WHAT IS NEEDED → Please output exactly the part of the records below that opens with the line containing "M1690,123L1714,150L1690,171L1678,158L1689,149L1677,135Z" and closes with the line containing "M524,556L531,570L511,580L504,567Z", both lines included, and nothing else.

§

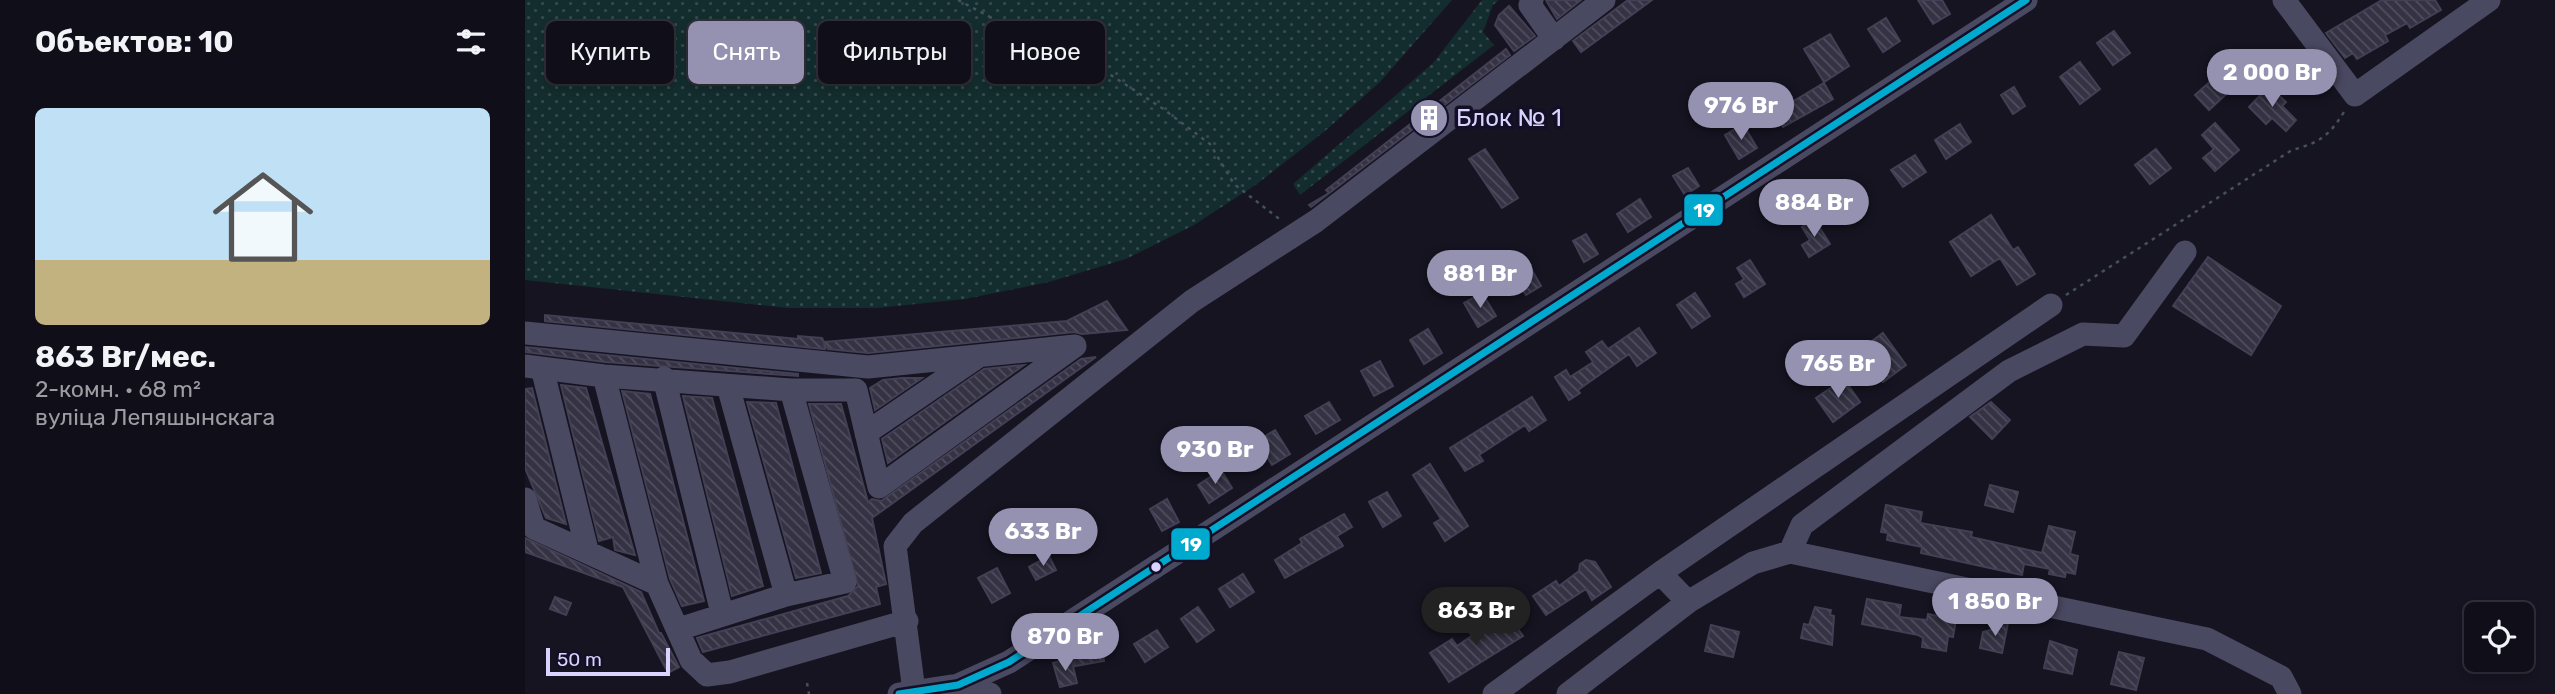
<!DOCTYPE html>
<html lang="ru">
<meta charset="utf-8">
<style>
body{margin:0;font-family:Rubik,sans-serif;background:#1e1d26;color:#f1f3f6;height:100vh;display:flex;flex-direction:column;font-size:26px;white-space:nowrap}
*{box-sizing:border-box;margin:0}
p{font-size:23px;color:#9c9ca2}
.icon{flex:none;width:38px;height:38px;fill:none;stroke:currentColor;stroke-width:2;stroke-linecap:round;stroke-linejoin:round}
.map{position:relative;flex:1;overflow:hidden}
.details{display:flex;flex-direction:column;background:#100f19;width:525px}
.details>*{flex:none}
.top-card{position:absolute;left:21px;top:21px;width:665px;height:63px;display:flex;gap:14px}
.tools{position:absolute;left:1939px;top:602px;display:grid;gap:14px}
.tools a{display:grid;place-items:center;width:70px;height:70px;border-radius:10px;background:#100f19;box-shadow:0 4px 10px #0003,0 0 0 2px #302f38;font-size:35px}
.scale{position:absolute;left:21px;bottom:18px;width:124px;box-sizing:border-box;padding-left:7px;border:4px solid #d9d4ff;border-top:0;font-size:19px;line-height:24px;white-space:nowrap;color:#d9d4ff;-webkit-text-stroke:5px #130f26;paint-order:stroke}
.price{position:absolute;translate:-50% -60px;padding:0 16px;border-radius:24px;background:#9591b1;color:#fff;font-size:23px;line-height:46px;filter:drop-shadow(0 2px 4px #0008)}
.price::after{content:'';position:absolute;left:50%;top:42px;width:21px;height:16px;margin-left:-10px;background:inherit;clip-path:polygon(0 0,100% 0,50% 100%)}
.price.current{background:#222;color:#fff}
ul{padding:0;list-style:none}
li{display:grid;align-content:center;gap:14px;height:371px;padding:0 35px}
li+li{border-top:2px solid #302f38}
li span{display:grid;place-items:center;height:217px;border-radius:10px;color:#555}
li>.icon{margin-inline-start:auto}
span .icon{width:126px;height:126px;fill:#fffc;stroke-width:1}
li b{font-size:30px}
h2{display:flex;justify-content:space-between;align-items:center;height:84px;padding:0 35px;font-size:30px}
.pill{padding:0 24px;border-radius:10px;background:#100f19;box-shadow:0 4px 10px #0003,0 0 0 2px #302f38;font-size:24px;line-height:63px}
.pill.current{background:#9591b1;color:#fff}
main{display:flex;flex:1;min-height:0}
.map>svg:first-child{display:block}
.grass{fill:url(#grass-dots)}
.building{fill:url(#building-back-hatch);stroke:#433f54;stroke-width:2}
.lines{fill:none;stroke-linecap:round;stroke-linejoin:round}
.path{stroke:#44505f;stroke-width:2.5;stroke-dasharray:3.5 5;stroke-linecap:butt}
.minor{stroke:#4a4962;stroke-width:23}
.bus-1-casing{stroke:#130f26;stroke-width:12}
.bus-1{stroke:#00a9ce;stroke-width:7}
.bus-dot{fill:#d9d4ff;stroke:#130f26;stroke-width:2.5}
.labels{text-anchor:middle;dominant-baseline:central;stroke-width:7;stroke-linejoin:round;paint-order:stroke}
.poi-label{font-size:24px;fill:#d9d4ff;stroke:#130f26;text-anchor:start}
.line-badge{stroke:#130f26;stroke-width:2.5}
.badge-label{font-size:19px;text-anchor:middle;font-weight:bold;fill:#fff}
</style>
<main>
<section class="details">
<h2>Объектов: 10<svg class="icon" aria-label="filters" viewBox="0 0 24 24"><path d="M4 7h16M4 17h16"/><circle cx="9" cy="7" r="2"/><circle cx="15" cy="17" r="2"/></svg></h2>
<ul>
<li><span style="background:linear-gradient(#bfe0f5 70%,#c2b280 0)"><svg class="icon" aria-label="home" viewBox="0 0 24 24"><path d="M3 11l9-7 9 7M6 9v11h12V9"/></svg></span><div><b>863 Br/мес.</b><p>2-комн. · 68 m²</p><p>вуліца Лепяшынскага</p></div></li>
</ul>
</section>
<div class="map">
<svg width="2030" height="694" viewBox="0 0 2030 694">
<defs>
<pattern id="grass-dots" width="8" height="8" patternUnits="userSpaceOnUse" patternTransform="scale(1.75)"><rect width="8" height="8" fill="#132c2d"/><path d="M2 2h.1M6 6h.1" fill="none" stroke="#354a4c" stroke-width="1.8" stroke-linecap="round"/></pattern>
<pattern id="building-back-hatch" width="6" height="6" patternUnits="userSpaceOnUse" patternTransform="scale(1.75)"><rect width="6" height="6" fill="#343243"/><path d="M-1 5l2 2M0 0l6 6M5-1l2 2" fill="none" stroke="#514f5f"/></pattern>
</defs>
<rect width="100%" height="100%" fill="#161421"/>
<path class="grass" d="M0,0H927L855,82L800,131L732,184L669,225L601,259L524,282L440,299L352,308H262L0,280Z
M957,0H974L968,5L958,32L969,45L775,195L768,184L908,63Z"/>
<path class="building" d="M1021,0H1056L1032,19Z
M1103,0H1127L1056,52L1048,41Z
M1393,0H1417L1425,14L1408,24Z
M1857,0H1910L1916,10L1885,28L1882,23L1860,35L1863,41L1832,59L1828,53L1820,58L1801,33Z
M984,6L1010,36L989,51L970,25L974,15Z
M1361,18L1375,41L1358,52L1343,29Z
M1589,31L1605,53L1588,65L1572,43Z
M1305,34L1324,66L1299,82L1279,49Z
M981,49L985,55L786,207L784,205L804,193L801,190Z
M1555,62L1575,89L1555,104L1535,77Z
M1698,70L1711,85L1684,110L1670,95Z
M1299,83L1308,99L1258,127L1244,103L1261,92L1267,102Z
M1744,86L1761,102L1757,106L1771,120L1761,131L1747,118L1741,124L1724,107Z
M1489,87L1500,106L1488,114L1476,95Z
M1690,123L1714,150L1690,171L1678,158L1689,149L1677,135Z
M1218,124L1232,148L1214,159L1200,135Z
M1435,124L1446,142L1421,159L1410,140Z
M960,149L993,198L977,208L944,159Z
M1631,149L1646,168L1625,184L1610,165Z
M1390,155L1401,172L1378,187L1366,170Z
M1163,168L1174,186L1160,195L1148,176Z
M1332,186L1343,204L1320,219L1309,201Z
M1115,199L1126,217L1103,232L1092,214Z
M1466,215L1488,250L1493,247L1510,274L1492,285L1475,258L1446,276L1425,242Z
M1289,219L1305,244L1284,257L1277,245L1285,240L1277,227Z
M1061,234L1073,254L1059,262L1048,241Z
M1683,257L1756,306L1726,355L1648,306Z
M1225,260L1240,284L1219,297L1211,284L1219,279L1212,268Z
M1004,265L1016,286L1001,295L988,274Z
M957,293L971,316L953,327L939,303Z
M1170,293L1185,316L1167,328L1152,305Z
M582,301L602,330L557,334L549,332L343,353L303,349L299,343L300,349L20,321V315L273,339V336L297,338L299,342L542,321Z
M1114,328L1131,353L1112,366L1104,354L1053,390L1055,393L1044,400L1030,377L1041,370L1045,377L1068,362L1061,352L1077,341L1083,349Z
M903,329L917,353L899,364L885,340Z
M1358,333L1381,365L1358,382L1347,367L1355,361L1343,344Z
M0,347L273,374V376L80,362L0,352Z
M571,357L347,518L361,584L351,587L355,604L178,652L172,638L323,596L333,586L284,404H316L343,502L347,499L356,501L556,359Z
M855,361L868,386L849,396L836,371Z
M499,365L363,463L357,439L459,369Z
M377,378H397L350,410L345,388L358,380Z
M1319,379L1335,402L1308,422L1291,398Z
M36,385L61,388L110,555L90,550L88,537L74,541Z
M7,388L41,524L21,518L0,468V389Z
M97,391L125,394L179,601L157,606L145,579Z
M158,396L187,398L238,586L207,596Z
M1007,397L1021,420L1004,431L1000,425L954,455L958,461L940,471L925,448Z
M222,402L251,403L296,573L271,578Z
M804,402L815,420L791,434L780,416Z
M1466,402L1485,420L1467,439L1445,417Z
M750,430L765,454L747,465L732,441Z
M905,464L943,526L920,541L909,523L916,519L888,475Z
M696,470L707,488L684,503L673,485Z
M1465,485L1493,492L1488,512L1460,505Z
M862,492L876,516L858,527L844,502Z
M642,499L654,522L637,531L625,509Z
M1361,505L1397,512L1395,523L1447,532L1446,537L1517,553L1524,526L1550,532L1545,554L1553,556L1550,574L1541,572L1540,577L1524,574L1525,569L1499,564L1497,575L1396,553L1397,547L1362,540L1363,533L1356,532Z
M819,514L827,527L812,536L818,546L760,578L750,560L777,543L775,539Z
M0,538L116,592L134,633H136L154,667L143,673L98,587L0,552Z
M524,556L531,570L511,580L504,567Z
M1061,560L1070,562L1086,587L1067,600L1061,589L1021,615L1008,596L1031,581L1034,586L1054,571L1055,564Z
M472,568L485,593L467,603L453,578Z
M718,574L729,592L705,607L694,589Z
M30,597L46,603L41,615L25,609Z
M1342,599L1376,605L1374,617L1402,620L1403,614L1431,620L1428,637L1423,636L1421,651L1397,647L1398,638L1393,635L1337,624Z
M673,607L689,630L672,642L656,619Z
M1290,607L1306,610L1305,615L1309,616L1307,645L1276,638L1279,624L1284,625Z
M981,612L998,636L924,682L905,653L927,639L932,646Z
M1471,621L1483,623L1477,653L1455,648L1458,632L1469,629Z
M1186,625L1214,632L1208,657L1180,651Z
M632,630L643,647L620,662L609,644Z
M574,632L579,661L550,666L547,649L553,648L552,636Z
M1525,641L1552,650L1547,674L1519,668Z
M1594,652L1619,658L1611,690L1586,684Z
M546,658L552,683L535,687L528,663Z"/>
<g class="lines">
<path class="path" d="M433,0L512,42L581,72L637,108L685,144L709,184L757,221
M1541,295L1767,150C1794,143 1804,136 1819,112
M282,683L284,694"/>
<path class="minor" d="M1007,0L1005,5L1029,39
M1759,0L1830,95L1964,0
M0,333L343,367L550,346L354,487L331,390H266
M0,366L79,376L266,390L320,582L261,595L154,629
M17,368L62,550
M79,376L132,584
M139,378L197,613
M203,386L261,595
M341,433L451,358
M0,499L9,528L132,584L166,660L182,675L205,672L382,621
M1265,552L1277,525L1484,371L1558,334L1599,336L1660,252
M1135,573L1163,602
M433,685L465,694
M389,691L370,546L388,523L667,301L791,221L1079,0
M374,694L433,685L484,662L1501,0
M969,694L1135,573L1526,305
M1043,694L1163,602L1228,563L1265,552L1682,639L1756,677L1765,694"/>
<defs>
<path id="bus-1" d="M374,694L433,685L484,662L1501,0"/>
</defs>
<use href="#bus-1" class="bus-1-casing"/>
<use href="#bus-1" class="bus-1"/>
</g>
<defs>
<symbol id="building-disc" viewBox="-11 -11 22 22"><circle r="9.5" fill="#9591b1" stroke="#130f26"/><path d="M-4-6H4V6H1V3H-1V6H-4ZM-2.5-4.3h1.7v1.8h-1.7ZM.8-4.3h1.7v1.8H.8ZM-2.5-1h1.7V.8h-1.7ZM.8-1h1.7V.8H.8Z" fill="#fff"/></symbol>
</defs>
<g fill-rule="evenodd">
<use href="#building-disc" x="882" y="96" width="44" height="44"/>
</g>
<circle class="bus-dot" cx="631" cy="567" r="6"/>
<g class="labels">
<g class="poi-label">
<text x="931" y="118">Блок № 1</text>
</g>
</g>
<g class="line-badge">
<rect x="1158" y="193" width="41" height="34" rx="7" fill="#00a9ce"/>
<rect x="645" y="527" width="41" height="34" rx="7" fill="#00a9ce"/>
</g>
<g class="badge-label">
<text x="1179" y="217">19</text>
<text x="666" y="551">19</text>
</g>
</svg>
<div class="tools">
<a><svg class="icon" aria-label="locate" viewBox="0 0 24 24"><circle cx="12" cy="12" r="6"/><path d="M12 2v4M12 18v4M2 12h4M18 12h4"/></svg></a>
</div>
<div class="scale">50 m</div>
<b class="price" style="left:1747px;top:109px">2 000 Br</b>
<b class="price" style="left:1216px;top:142px">976 Br</b>
<b class="price" style="left:1289px;top:239px">884 Br</b>
<b class="price" style="left:955px;top:310px">881 Br</b>
<b class="price" style="left:1313px;top:400px">765 Br</b>
<b class="price" style="left:690px;top:486px">930 Br</b>
<b class="price" style="left:518px;top:568px">633 Br</b>
<b class="price" style="left:1470px;top:638px">1 850 Br</b>
<b class="price current" style="left:951px;top:647px">863 Br</b>
<b class="price" style="left:540px;top:673px">870 Br</b>
<div class="top-card">
<a class="pill">Купить</a>
<a class="pill current">Снять</a>
<a class="pill">Фильтры</a>
<a class="pill">Новое</a>
</div>
</div>
</main>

§

SOLUTION TO THIS EXERCISE →
M1690,123L1714,150L1690,171L1678,158L1689,149L1677,135Z
M1218,124L1232,148L1214,159L1200,135Z
M1435,124L1446,142L1421,159L1410,140Z
M960,149L993,198L977,208L944,159Z
M1631,149L1646,168L1625,184L1610,165Z
M1390,155L1401,172L1378,187L1366,170Z
M1163,168L1174,186L1160,195L1148,176Z
M1332,186L1343,204L1320,219L1309,201Z
M1115,199L1126,217L1103,232L1092,214Z
M1466,215L1488,250L1493,247L1510,274L1492,285L1475,258L1446,276L1425,242Z
M1289,219L1305,244L1284,257L1277,245L1285,240L1277,227Z
M1061,234L1073,254L1059,262L1048,241Z
M1683,257L1756,306L1726,355L1648,306Z
M1225,260L1240,284L1219,297L1211,284L1219,279L1212,268Z
M1004,265L1016,286L1001,295L988,274Z
M957,293L971,316L953,327L939,303Z
M1170,293L1185,316L1167,328L1152,305Z
M582,301L602,330L557,334L549,332L343,353L303,349L299,343L300,349L20,321V315L273,339V336L297,338L299,342L542,321Z
M1114,328L1131,353L1112,366L1104,354L1053,390L1055,393L1044,400L1030,377L1041,370L1045,377L1068,362L1061,352L1077,341L1083,349Z
M903,329L917,353L899,364L885,340Z
M1358,333L1381,365L1358,382L1347,367L1355,361L1343,344Z
M0,347L273,374V376L80,362L0,352Z
M571,357L347,518L361,584L351,587L355,604L178,652L172,638L323,596L333,586L284,404H316L343,502L347,499L356,501L556,359Z
M855,361L868,386L849,396L836,371Z
M499,365L363,463L357,439L459,369Z
M377,378H397L350,410L345,388L358,380Z
M1319,379L1335,402L1308,422L1291,398Z
M36,385L61,388L110,555L90,550L88,537L74,541Z
M7,388L41,524L21,518L0,468V389Z
M97,391L125,394L179,601L157,606L145,579Z
M158,396L187,398L238,586L207,596Z
M1007,397L1021,420L1004,431L1000,425L954,455L958,461L940,471L925,448Z
M222,402L251,403L296,573L271,578Z
M804,402L815,420L791,434L780,416Z
M1466,402L1485,420L1467,439L1445,417Z
M750,430L765,454L747,465L732,441Z
M905,464L943,526L920,541L909,523L916,519L888,475Z
M696,470L707,488L684,503L673,485Z
M1465,485L1493,492L1488,512L1460,505Z
M862,492L876,516L858,527L844,502Z
M642,499L654,522L637,531L625,509Z
M1361,505L1397,512L1395,523L1447,532L1446,537L1517,553L1524,526L1550,532L1545,554L1553,556L1550,574L1541,572L1540,577L1524,574L1525,569L1499,564L1497,575L1396,553L1397,547L1362,540L1363,533L1356,532Z
M819,514L827,527L812,536L818,546L760,578L750,560L777,543L775,539Z
M0,538L116,592L134,633H136L154,667L143,673L98,587L0,552Z
M524,556L531,570L511,580L504,567Z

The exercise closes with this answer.